In a strategically astute editorial, E.J. Dionne uses a speech by Janet Yellen, President and CEO of the Federal Reserve Bank of San Francisco, to persuasively frame the economic challenges facing many Americans in what appears to be a high performing economy.

As Yellen said:

Globalization and skill-biased technological change may have been working in combination to particularly depress the wage gains of those in the middle of the U.S. wage distribution.

Dionne makes clear that for those in the lower economic quintiles, the left’s reflex is a “minimum wage hike, guaranteed health insurance, expanded wage subsidies through the Earned Income Tax Credit and unionization.”

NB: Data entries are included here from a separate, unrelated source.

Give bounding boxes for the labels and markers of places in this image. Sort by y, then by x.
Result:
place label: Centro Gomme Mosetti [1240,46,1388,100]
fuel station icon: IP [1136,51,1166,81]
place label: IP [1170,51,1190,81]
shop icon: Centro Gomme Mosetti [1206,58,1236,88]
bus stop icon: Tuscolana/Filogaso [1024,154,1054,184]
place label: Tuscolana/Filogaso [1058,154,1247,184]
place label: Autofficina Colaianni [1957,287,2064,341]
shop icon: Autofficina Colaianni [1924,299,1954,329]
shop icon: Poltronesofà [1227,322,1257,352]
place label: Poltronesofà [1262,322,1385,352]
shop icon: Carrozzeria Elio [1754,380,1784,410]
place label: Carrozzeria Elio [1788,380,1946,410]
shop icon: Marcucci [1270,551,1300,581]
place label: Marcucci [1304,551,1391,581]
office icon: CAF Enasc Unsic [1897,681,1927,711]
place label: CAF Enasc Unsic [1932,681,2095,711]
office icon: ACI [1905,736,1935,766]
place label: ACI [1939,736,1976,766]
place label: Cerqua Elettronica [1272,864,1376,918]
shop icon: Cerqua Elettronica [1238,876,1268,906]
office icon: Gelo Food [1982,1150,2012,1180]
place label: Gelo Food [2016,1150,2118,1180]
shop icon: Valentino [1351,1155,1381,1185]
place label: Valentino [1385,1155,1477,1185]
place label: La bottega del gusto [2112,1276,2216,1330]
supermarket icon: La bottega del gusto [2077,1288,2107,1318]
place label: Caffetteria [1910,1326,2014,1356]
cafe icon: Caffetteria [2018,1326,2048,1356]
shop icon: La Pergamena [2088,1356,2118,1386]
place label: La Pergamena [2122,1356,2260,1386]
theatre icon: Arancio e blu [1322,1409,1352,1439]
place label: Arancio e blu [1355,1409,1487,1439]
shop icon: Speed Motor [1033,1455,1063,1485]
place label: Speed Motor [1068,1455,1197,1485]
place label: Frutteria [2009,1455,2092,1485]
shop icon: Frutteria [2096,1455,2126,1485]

The soundness of that argument will be less difficult to make in our current political climate where Republican invertebrates dominate, however he then moves to a far more robust argument for the middle class itself, which appears to be Yellen’s primary focus. The remedy for this “crisis” is not just the traditional liberal models of training and education, but rather “remodeling our social insurance systems to provide genuine economic security for all working Americans.”

Drawing from Jacob S. Hacker’s book, “The Great Risk Shift” that argues that “we are most capable of fully participating in our economy and for our society, most capable of taking risks and looking toward our future, when we have a basic foundation of financial security.” Dionne blithely agrees: “It’s common sense: Secure people are more likely to be risk-takers.”

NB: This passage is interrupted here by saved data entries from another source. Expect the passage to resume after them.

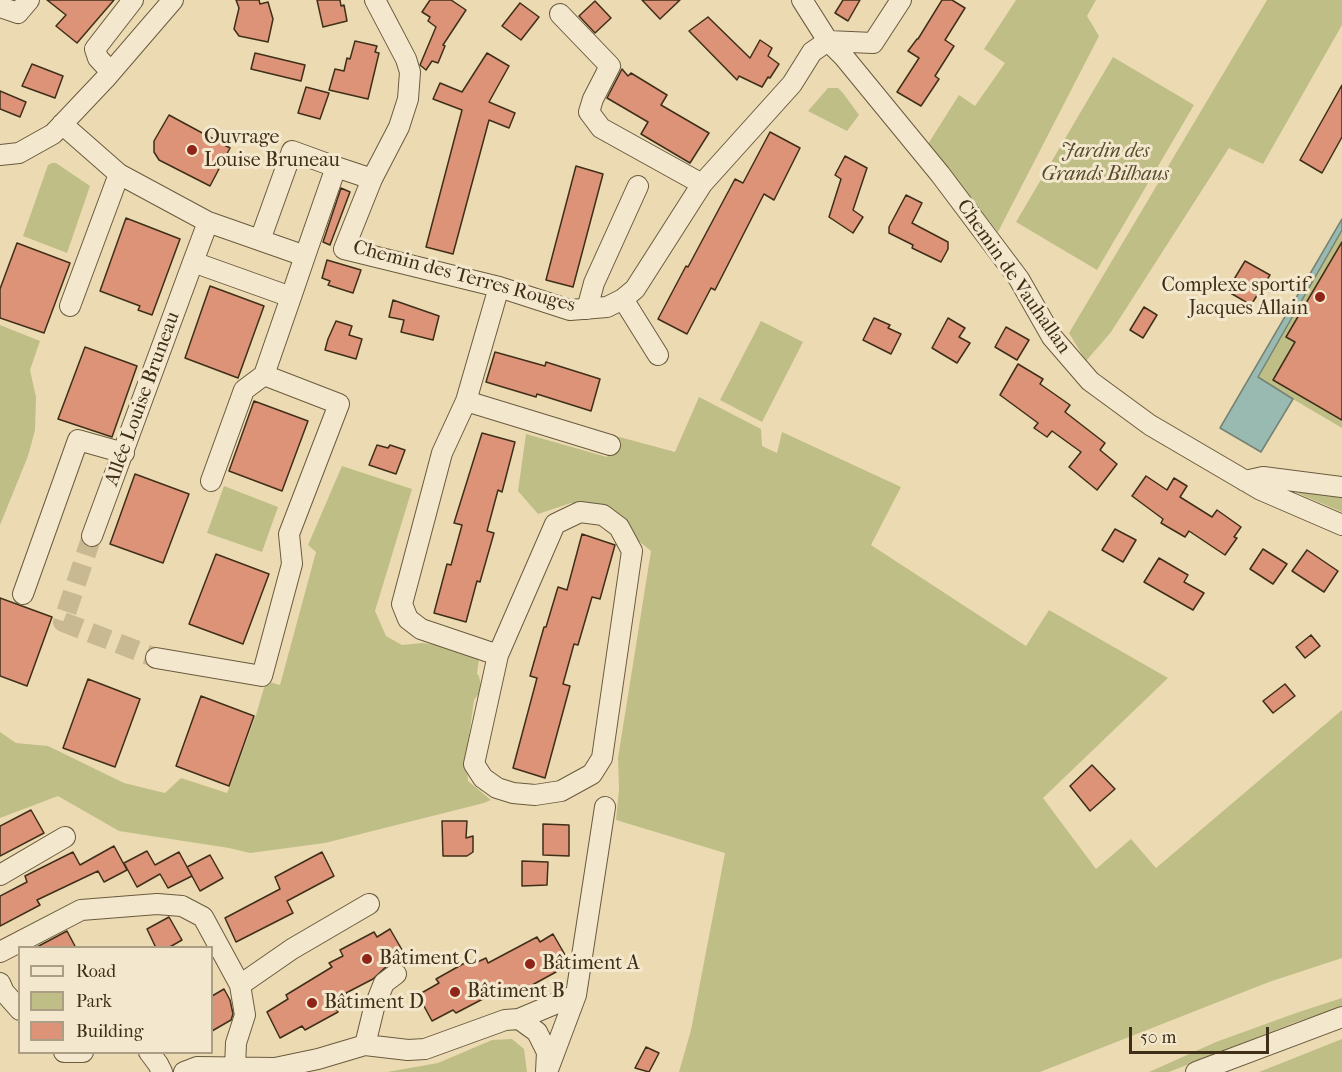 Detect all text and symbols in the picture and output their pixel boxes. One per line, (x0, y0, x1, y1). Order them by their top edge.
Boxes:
place label: Ouvrage Louise Bruneau (204, 126, 340, 173)
park label: Jardin des Grands Bilhaus (1041, 140, 1169, 187)
marker: Ouvrage Louise Bruneau (185, 143, 199, 157)
street label: Chemin de Vauhallan (951, 195, 1075, 359)
street label: Chemin des Terres Rouges (350, 236, 578, 318)
place label: Complexe sportif Jacques Allain (1161, 274, 1308, 321)
marker: Complexe sportif Jacques Allain (1313, 290, 1327, 304)
street label: Allée Louise Bruneau (100, 309, 186, 489)
legend (18, 946, 213, 1054)
place label: Bâtiment C (379, 947, 477, 971)
marker: Bâtiment C (360, 952, 374, 966)
place label: Bâtiment A (542, 952, 640, 976)
marker: Bâtiment A (523, 957, 537, 971)
text: Road (76, 961, 116, 982)
place label: Bâtiment B (467, 980, 565, 1004)
marker: Bâtiment B (448, 985, 462, 999)
text: Park (76, 991, 112, 1012)
place label: Bâtiment D (324, 991, 424, 1015)
marker: Bâtiment D (305, 996, 319, 1010)
scale bar (1132, 1015, 1272, 1053)
text: Building (76, 1021, 143, 1042)
text: 50 m (1140, 1027, 1176, 1048)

That Democrats like Dionne have become far more advanced and tactically adroit in their policy recommendations is evidenced by the fact that they are at once intuitively plausible and don’t appear to contain the usual insistence upon programs whose primary feature is aggressive income redistribution. Don’t let that mislead you.

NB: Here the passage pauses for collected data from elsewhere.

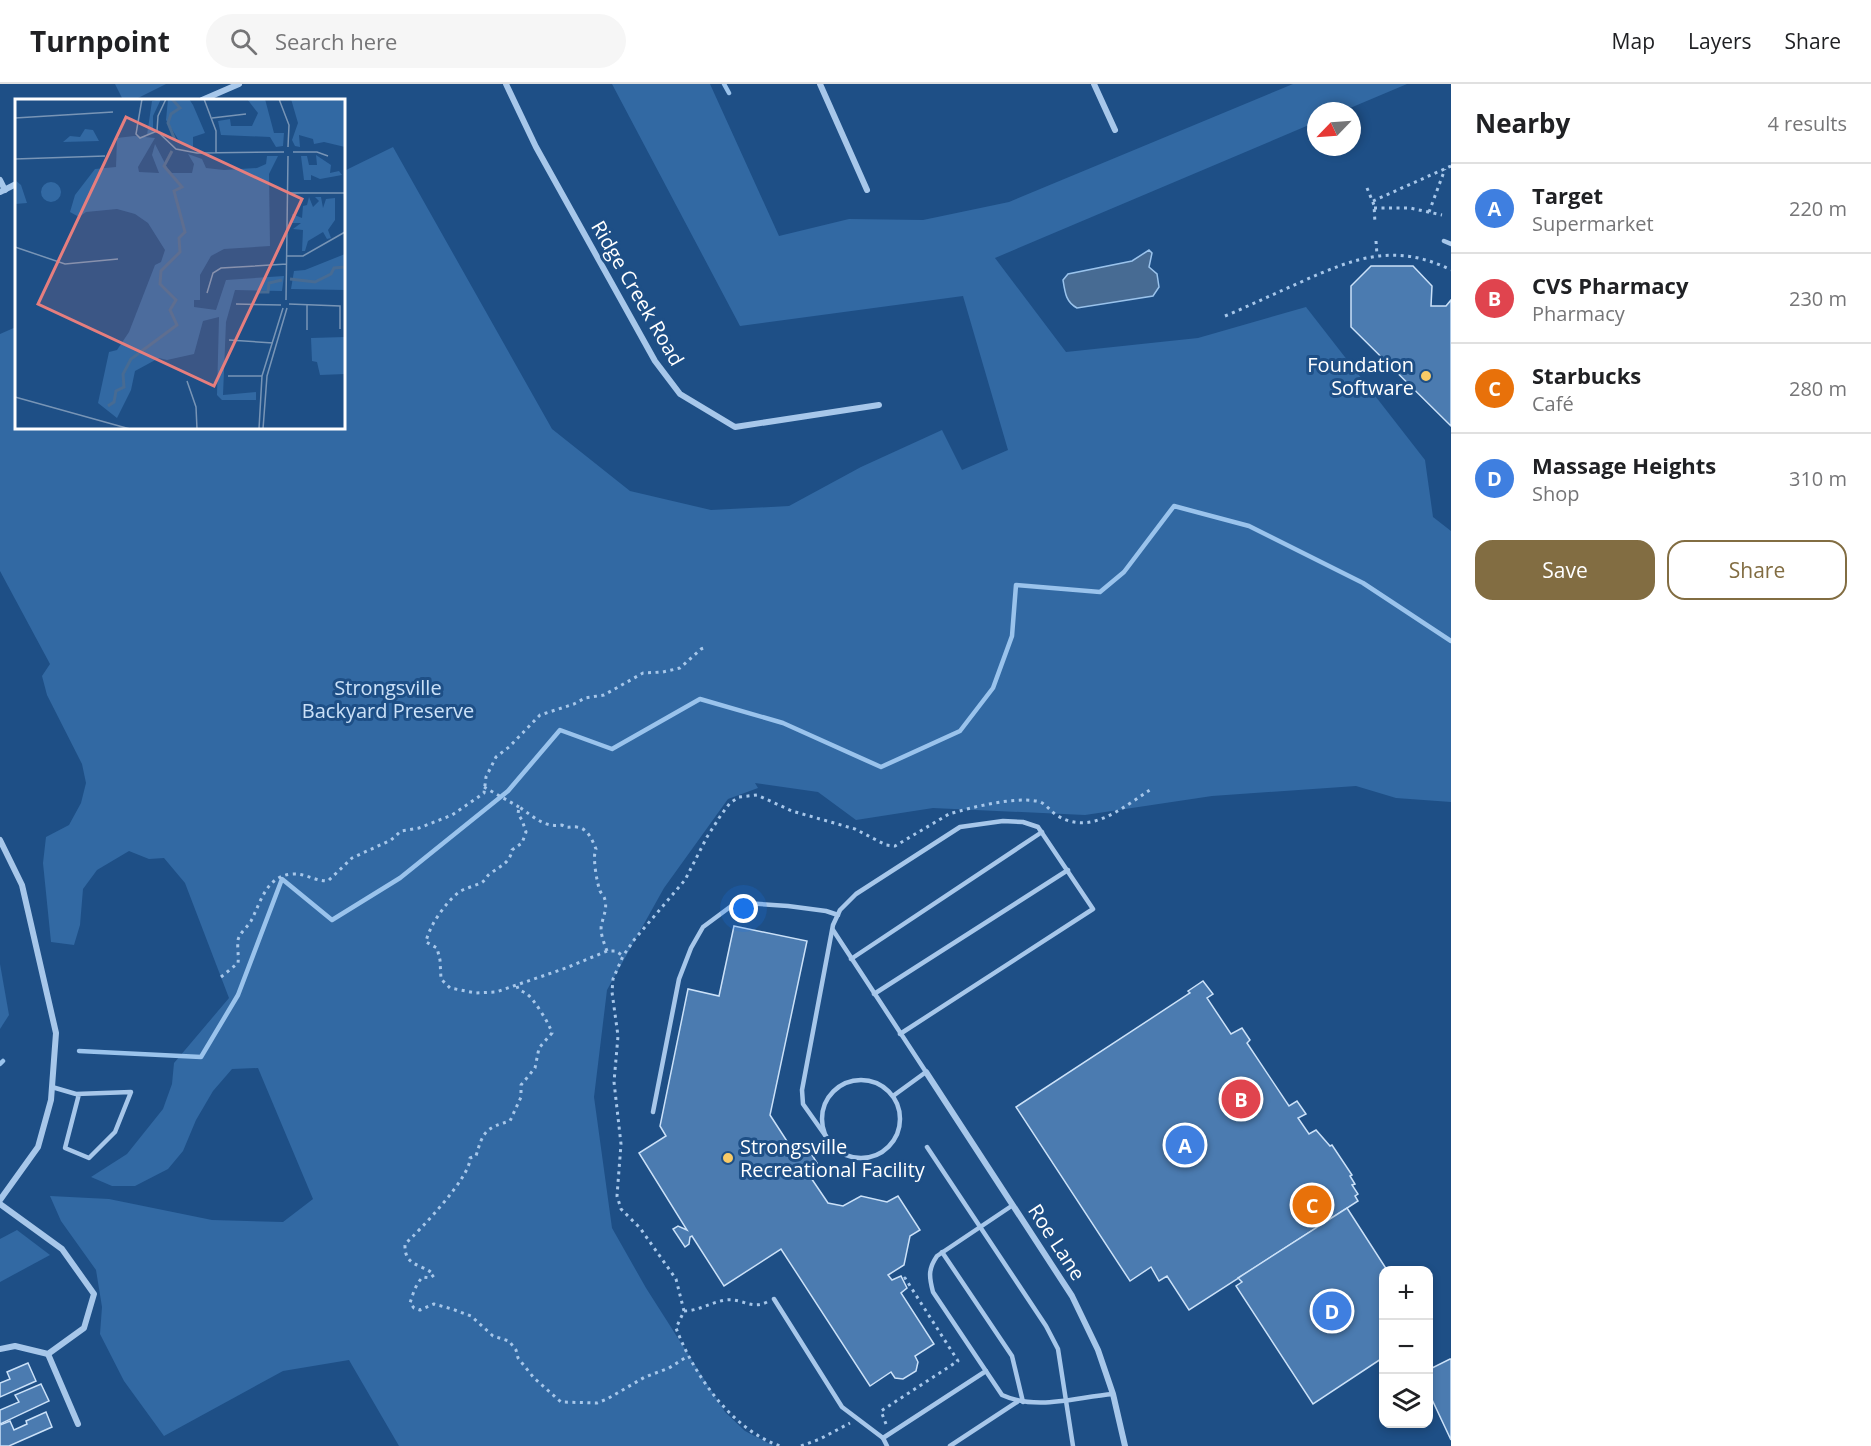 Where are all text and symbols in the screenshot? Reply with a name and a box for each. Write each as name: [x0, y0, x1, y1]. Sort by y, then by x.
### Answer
search box: [206, 14, 626, 68]
text: Turnpoint: [30, 22, 170, 60]
icon: search: [227, 25, 260, 58]
text: Search here: [275, 26, 397, 56]
text: Map: [1612, 27, 1655, 55]
text: Layers: [1688, 27, 1752, 55]
text: Share: [1785, 27, 1841, 55]
inset map: [15, 99, 345, 429]
north arrow: [1307, 102, 1361, 156]
text: Nearby: [1475, 105, 1570, 141]
text: 4 results: [1767, 110, 1847, 137]
text: Target: [1532, 180, 1603, 210]
text: A: [1488, 195, 1501, 222]
text: 220 m: [1789, 195, 1847, 222]
text: Supermarket: [1532, 210, 1654, 237]
street label: Ridge Creek Road: [585, 215, 691, 371]
text: CVS Pharmacy: [1532, 270, 1688, 300]
text: B: [1488, 285, 1501, 312]
text: 230 m: [1789, 285, 1847, 312]
text: Pharmacy: [1532, 300, 1625, 327]
place label: Foundation Software: [1307, 351, 1414, 401]
text: Starbucks: [1532, 360, 1641, 390]
marker: Foundation Software: [1419, 369, 1433, 383]
text: C: [1488, 375, 1501, 402]
text: 280 m: [1789, 375, 1847, 402]
text: Café: [1532, 390, 1574, 417]
text: Massage Heights: [1532, 450, 1716, 480]
text: D: [1487, 465, 1502, 492]
text: 310 m: [1789, 465, 1847, 492]
text: Shop: [1532, 480, 1580, 507]
button: Save: [1475, 540, 1655, 600]
button: Share: [1667, 540, 1847, 600]
park label: Strongsville Backyard Preserve: [302, 674, 474, 724]
your location: [729, 894, 758, 923]
pin: B: [1222, 1076, 1260, 1122]
pin: A: [1166, 1122, 1204, 1168]
place label: Strongsville Recreational Facility: [740, 1133, 926, 1183]
marker: Strongsville Recreational Facility: [721, 1151, 735, 1165]
pin: C: [1292, 1182, 1332, 1228]
street label: Roe Lane: [1022, 1199, 1092, 1285]
map controls: [1379, 1266, 1433, 1428]
button: +: [1379, 1266, 1433, 1320]
pin: D: [1312, 1288, 1352, 1334]
button: −: [1379, 1320, 1433, 1374]
button: layers: [1379, 1374, 1433, 1428]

The hallmark legacy and prospective plan of the Democrats, their masquerading move toward the center notwithstanding, remains unchanged, and that is their sacred belief in the practice of economic intervention on behalf of a presumably struggling and helpless middle class.

The New Deal and Great Society are the Democrats’ tandem legacies that have created deep and immutable policy roots which define the very blueprint of their thinking. That policy prototype presupposes inherent flaws in our capitalist system which they emotively label unfair, an appellation which is the liberalism’s equivalent of the English longbow in such successful battles as that of Agincourt in 1415.

That sets the stage for the Democrats munificence–that is, with other’s capital–to provide a Statist-like economic security blanket for the otherwise ‘destitute’ middle class. That it may resonate with a broad swath of Americans is only the product of the masterful way in which our mainstream media, academic elite, and our marionette politicians have successfully mischaracterized the American dream.

The special lessons learned by individual effort, indeed, by failure and the frustration of apparently unsurmountable obstacles, have been reconstituted as an unacceptable affront, one that can be mitigated or eliminated only with the assistance of our Democratic benefactors.

It’s that sense of economic dependency that they cravenly and cynically engender that is both shameful and has the downstream effect civically pauperizing otherwise hard-working Americans.

The Republicans’ charge, which is far more challenging, is to make the case that the Democrats’ only interest is power retention and that their modus operandi, it’s stated intentions notwithstanding, blunts motivation and leaves our not inconsiderable internal resources effectively untapped.

That’s a policy formulation that provides rewards for phantom efforts while cynically denying our own God-given abilities to marshal resources equal to life’s challenges that we all must face.